A subtle point: writing $\lim_{x\to 0^+} \frac{1}{x} = +\infty$ is a convenient shorthand meaning “the function grows without bound as $x$ approaches $0$ from the right.” It is not saying the limit equals some value called infinity. Infinity is not a real number, and limits are defined to be real numbers (or to not exist). Writing $= +\infty$ is a way of describing the manner of failure.

1 −1 x y → +∞ as x → 0⁺ → −∞ as x → 0⁻ y = 1/x: vertical asymptote at x = 0

Section 4: Limit Laws

Computing limits from the definition every time would be painful. Fortunately, limits interact well with arithmetic.

Theorem (Limit Laws). Suppose $\lim_{x\to a} f(x) = L$ and $\lim_{x\to a} g(x) = M$. Then:

  1. $\lim_{x\to a} [f(x) + g(x)] = L + M$
  2. $\lim_{x\to a} [f(x) - g(x)] = L - M$
  3. $\lim_{x\to a} [c \cdot f(x)] = cL$ for any constant $c$
  4. $\lim_{x\to a} [f(x) \cdot g(x)] = LM$
  5. $\lim_{x\to a} \frac{f(x)}{g(x)} = \frac{L}{M}$, provided $M \neq 0$
  6. $\lim_{x\to a} [f(x)]^n = L^n$ for positive integers $n$

These laws reduce limit computation to algebra. To find $\lim_{x\to 2} (x^2 + 3x - 1)$, observe that the limit of a polynomial at any point equals the polynomial value: $4 + 6 - 1 = 9$.

Composition. If $\lim_{x\to a} g(x) = M$ and $f$ is continuous at $M$ (a concept we define in Section 6), then:

$$\lim_{x\to a} f(g(x)) = f\left(\lim_{x\to a} g(x)\right) = f(M).$$

This lets you pass the limit inside continuous outer functions. For example:

$$\lim_{x\to 0} \sqrt{x^2 + 4} = \sqrt{\lim_{x\to 0}(x^2 + 4)} = \sqrt{4} = 2.$$

The Squeeze Theorem

Sometimes we cannot compute a limit directly, but we can trap the function between two simpler ones that we can evaluate. If both bounds converge to the same value, the trapped function has no escape.

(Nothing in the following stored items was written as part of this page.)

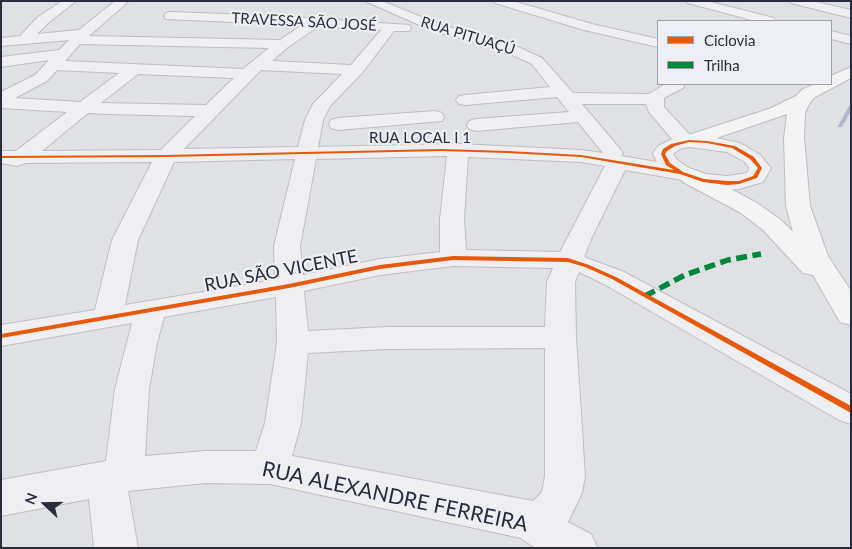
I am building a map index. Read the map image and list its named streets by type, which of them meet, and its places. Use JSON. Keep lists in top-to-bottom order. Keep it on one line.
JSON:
{"streets":{"street":["TRAVESSA SÃO JOSÉ","RUA PITUAÇÚ","RUA LOCAL I 1","RUA SÃO VICENTE","RUA ALEXANDRE FERREIRA"]},"crossings":[["TRAVESSA SÃO JOSÉ","RUA PITUAÇÚ"],["RUA PITUAÇÚ","RUA LOCAL I 1"]],"legend":["Ciclovia","Trilha"],"north":"left"}
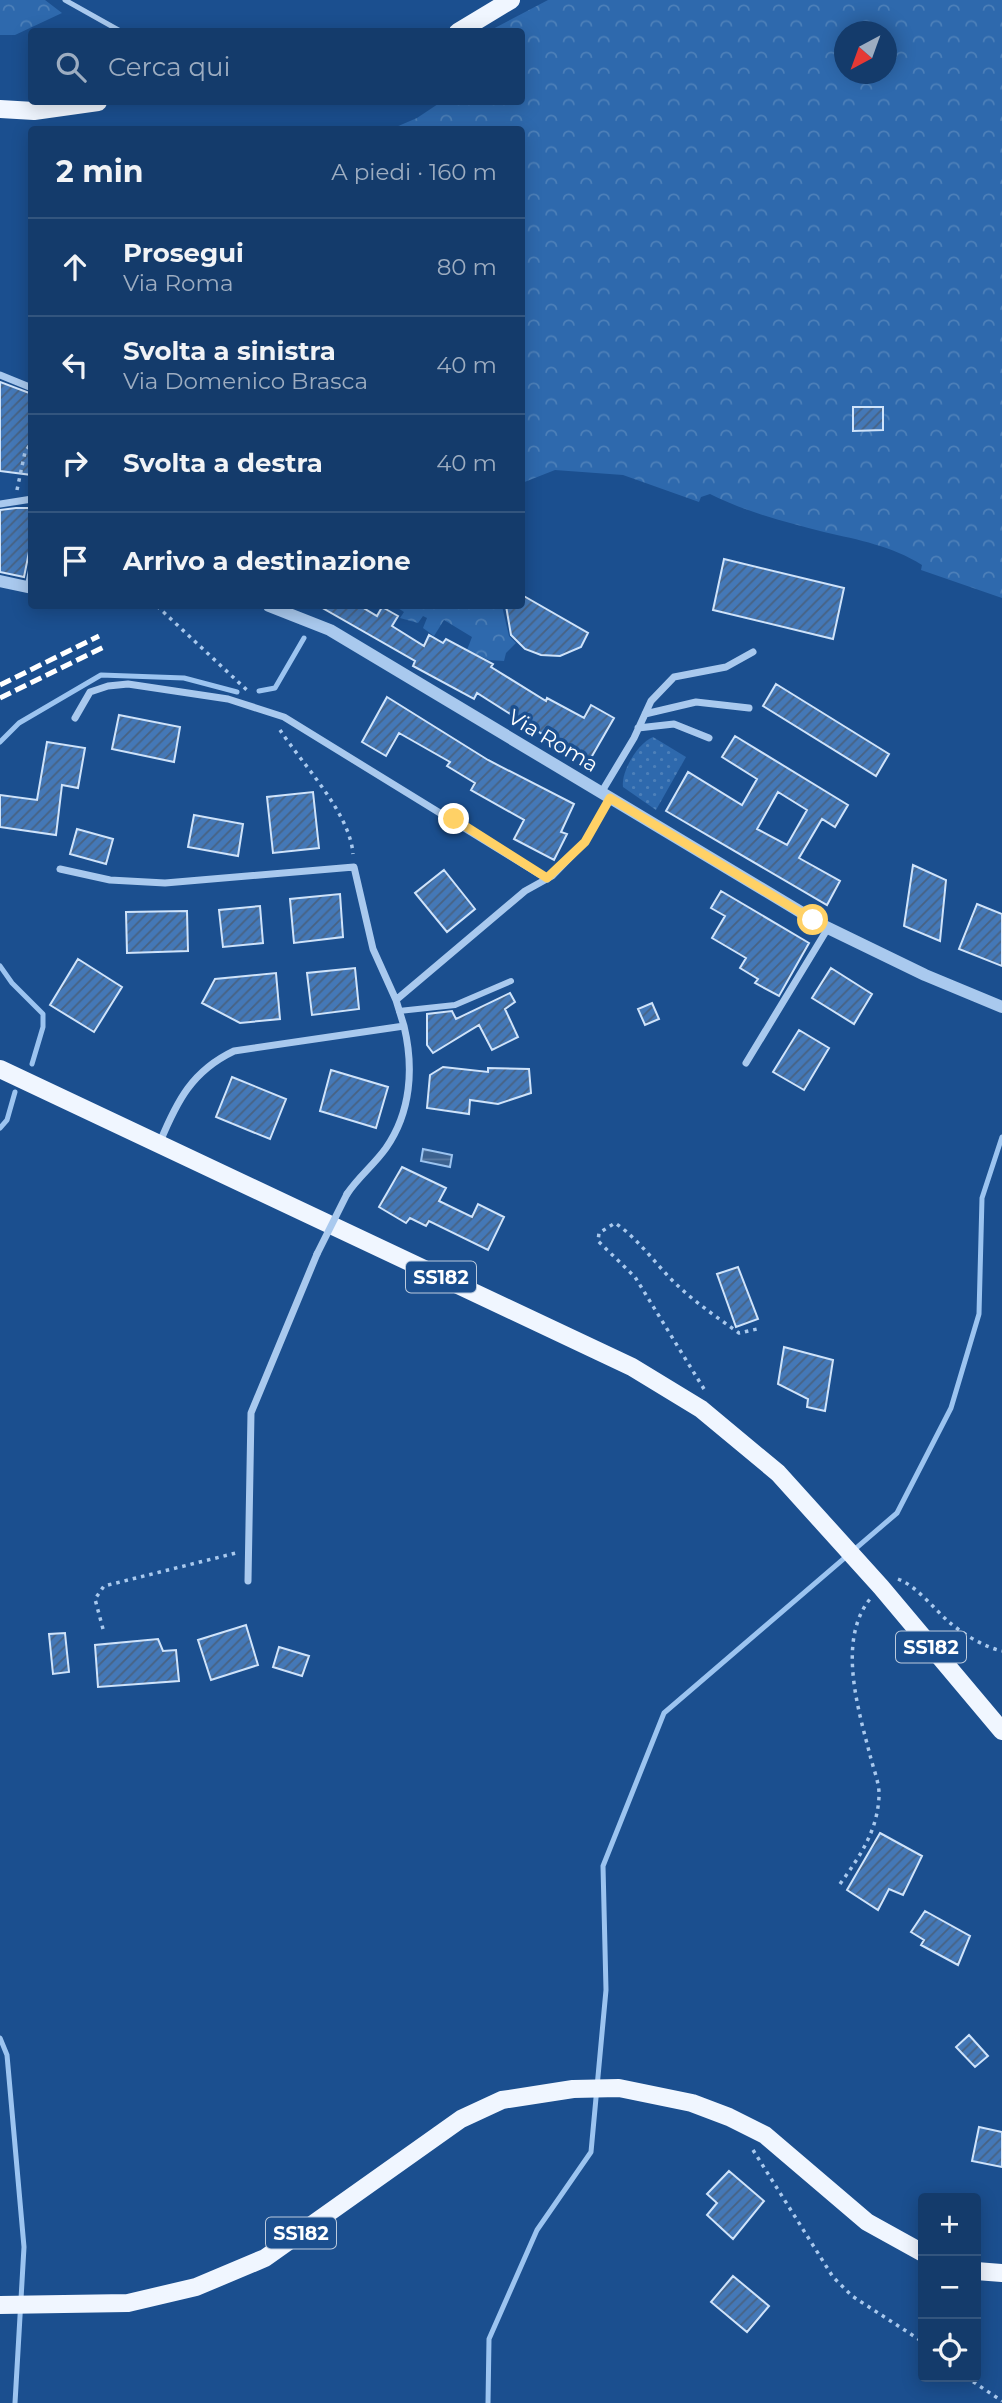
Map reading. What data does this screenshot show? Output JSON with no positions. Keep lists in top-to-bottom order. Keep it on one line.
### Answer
{"streets":{"main road":["SS182"],"street":["Via Roma"]},"north":"bottom left","page":{"search":"Cerca qui","heading":["2 min","A piedi · 160 m"],"list":[["Prosegui","Via Roma","80 m"],["Svolta a sinistra","Via Domenico Brasca","40 m"],["Svolta a destra","40 m"],"Arrivo a destinazione"],"map_buttons":["+","−"]}}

Theorem (Squeeze Theorem). If $g(x) \leq f(x) \leq h(x)$ for all $x$ near $a$ (but not necessarily at $a$), and if:

$$\lim_{x\to a} g(x) = L \quad \text{and} \quad \lim_{x\to a} h(x) = L,$$

then $\lim_{x\to a} f(x) = L$.

The function $f$ is squeezed between $g$ and $h$. If both bounds go to $L$, the squeezed function has no choice but to go to $L$ as well.

L a x h(x) g(x) f(x) f is squeezed between g and h; all three converge to L at a

Proof of $\lim_{x\to 0} \frac{\sin x}{x} = 1$.

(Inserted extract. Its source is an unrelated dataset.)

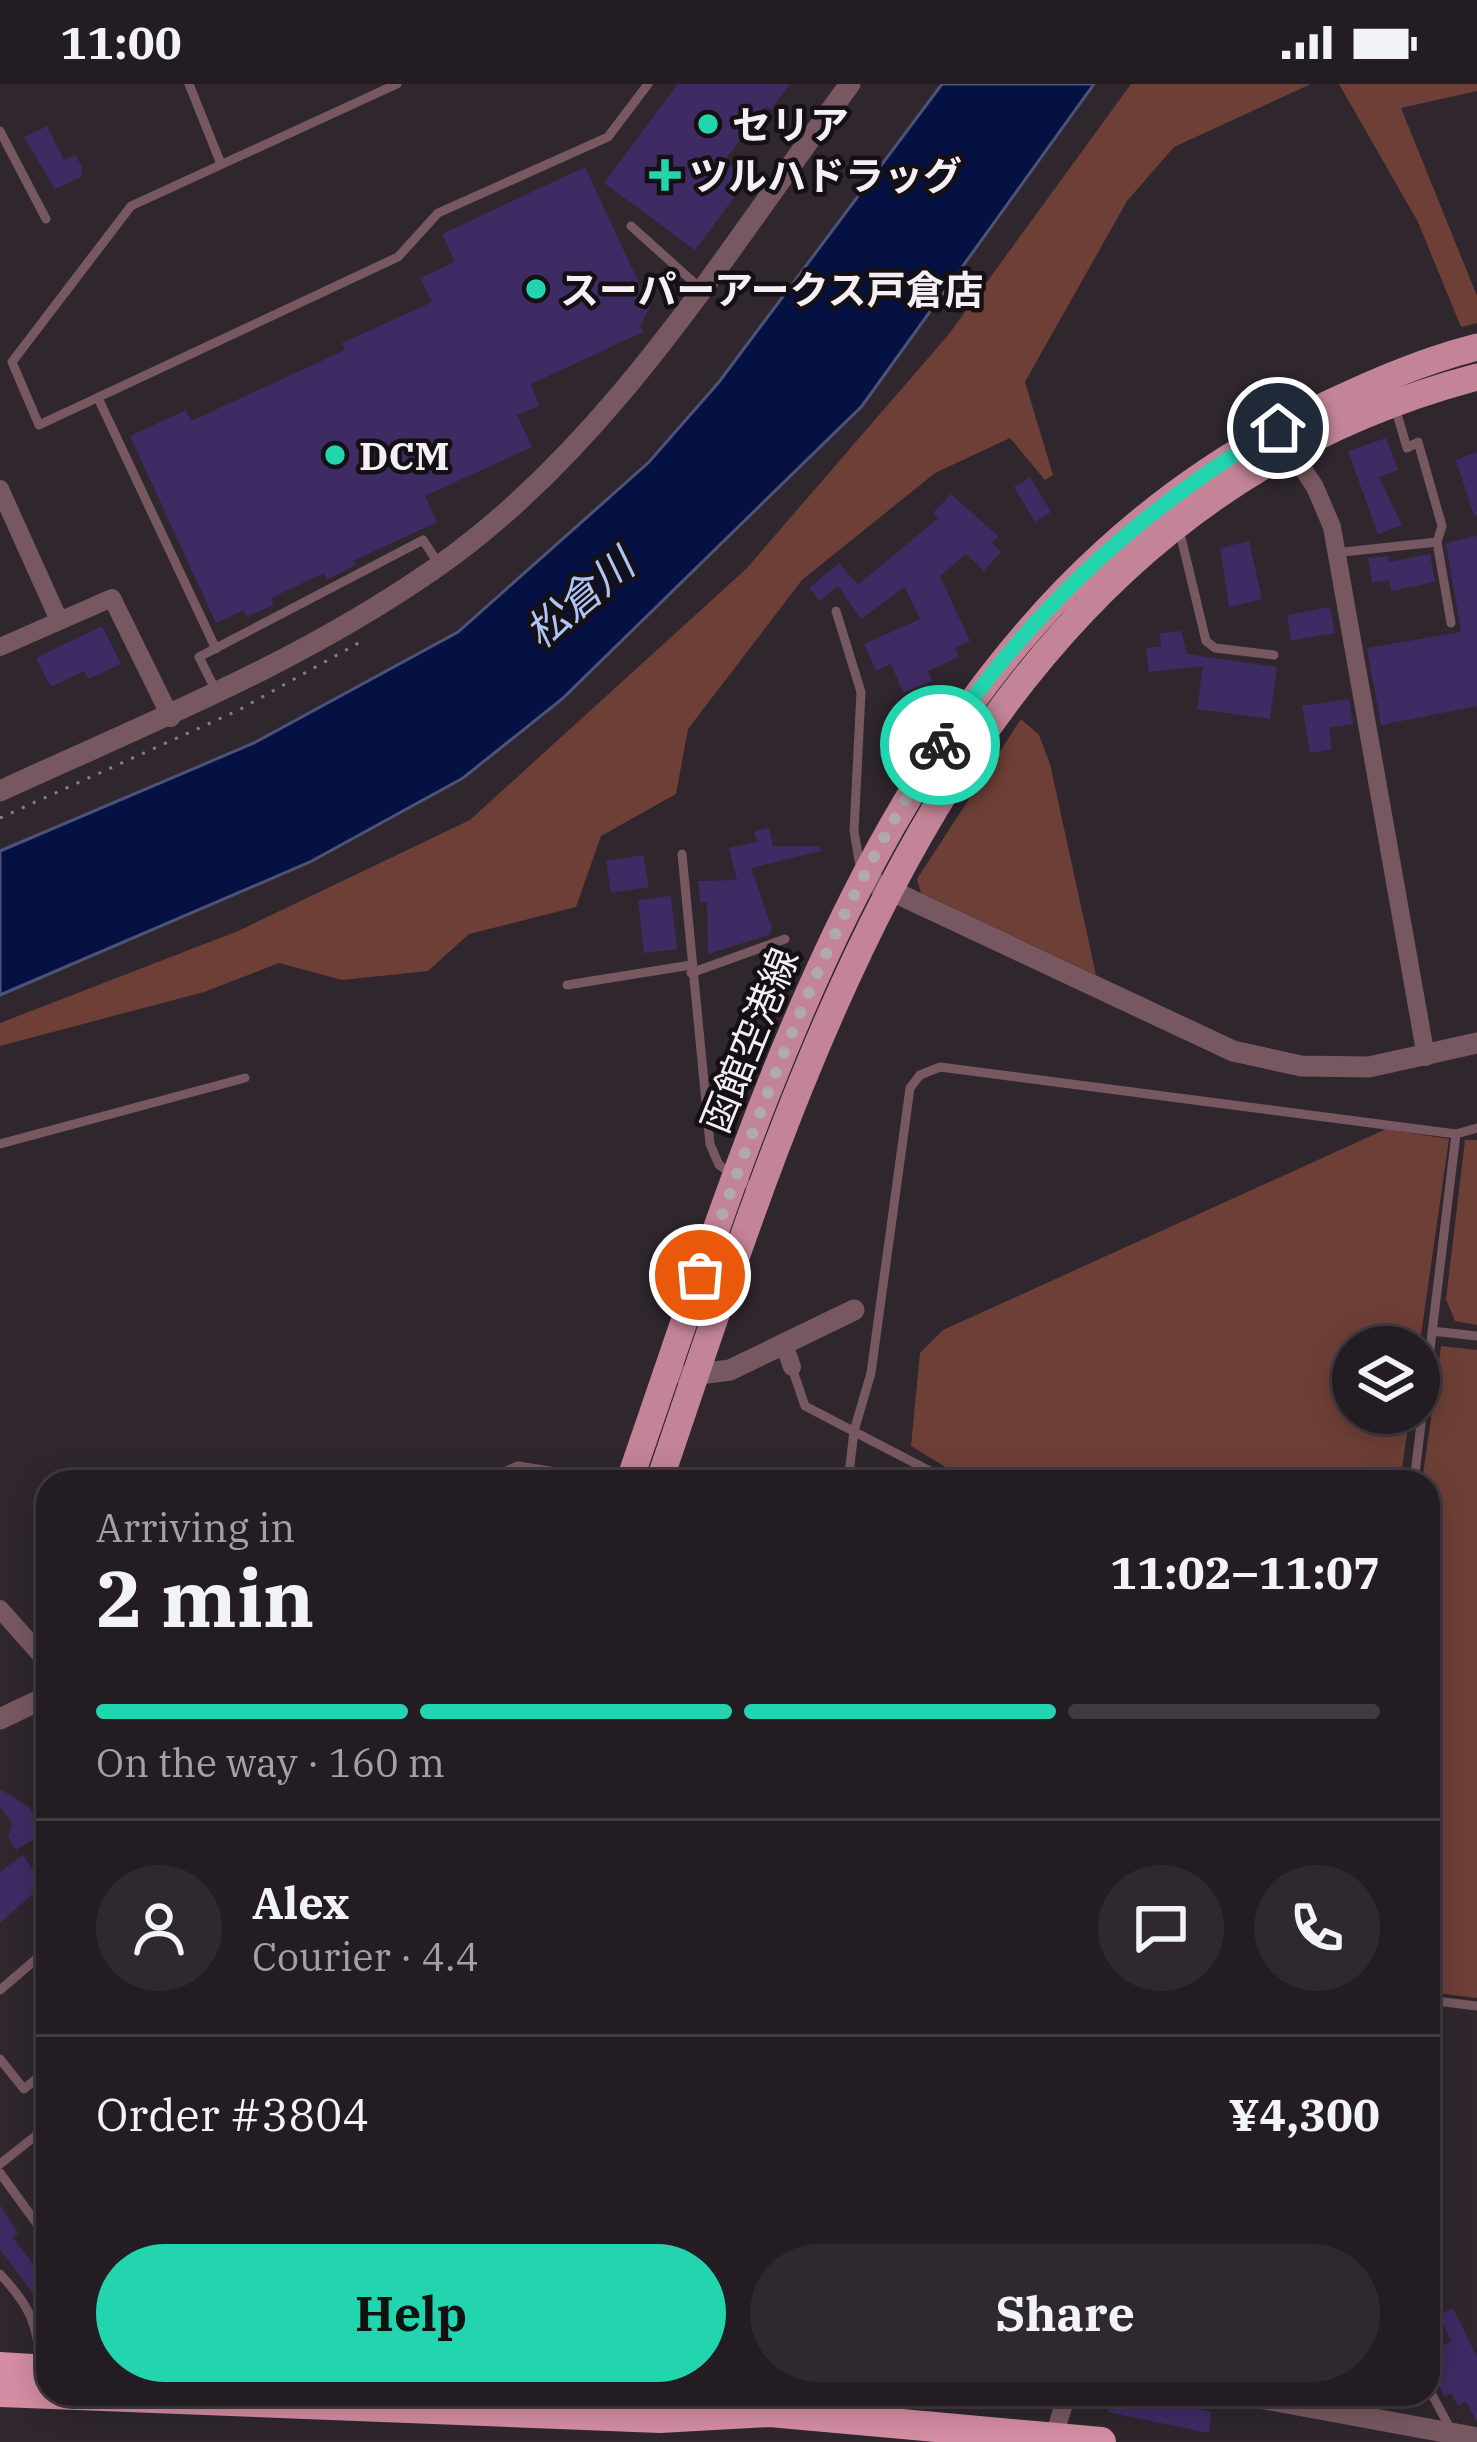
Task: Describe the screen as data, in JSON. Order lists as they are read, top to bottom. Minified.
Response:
{"streets":{"main road":["函館空港線"]},"water":["松倉川"],"places":{"other":["セリア","スーパーアークス戸倉店","DCM"],"health":["ツルハドラッグ"]},"page":{"status":"11:00","heading":["2 min","Arriving in","11:02–11:07"],"panel":["Alex","Courier · 4.4","Order #3804","¥4,300"],"bar":"On the way · 160 m","buttons":["Help","Share"]}}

For $0 < x < \frac{\pi}{2}$, comparing areas of three geometric regions in the unit circle gives the squeeze:

$$\cos x \leq \frac{\sin x}{x} \leq 1.$$

Place $O$ = origin, $A = (1, 0)$, $B = (\cos x, \sin x)$ on the unit circle, and $T = (1, \tan x)$ where the tangent to the circle at $A$ meets the ray $OB$ extended. The three regions nest inside each other: triangle $OAB \subset$ sector $OAB \subset$ triangle $OAT$. Their areas are $\frac{\sin x}{2}$, $\frac{x}{2}$, and $\frac{\tan x}{2}$ respectively, giving:

$$\frac{\sin x}{2} \leq \frac{x}{2} \leq \frac{\tan x}{2}.$$

Dividing through by $\frac{\sin x}{2} > 0$ gives $1 \leq \frac{x}{\sin x} \leq \frac{1}{\cos x}$. Inverting (and flipping direction, since all terms are positive) gives $\cos x \leq \frac{\sin x}{x} \leq 1$. As $x \to 0^+$, $\cos x \to 1$, so by squeeze, $\frac{\sin x}{x} \to 1$.

Since $\frac{\sin x}{x}$ is an even function (both $\sin x$ and $x$ change sign together, so the ratio is unchanged under $x \mapsto -x$), the left-hand limit also equals $1$. Therefore:

$$\lim_{x\to 0} \frac{\sin x}{x} = 1.$$


Section 5: The Formal $\varepsilon$-$\delta$ Definition

The informal description - “$f(x)$ gets close to $L$ as $x$ gets close to $a$” - is intuitive but imprecise. How close is “close”? What counts as “getting closer”? The $\varepsilon$-$\delta$ definition is the airtight version.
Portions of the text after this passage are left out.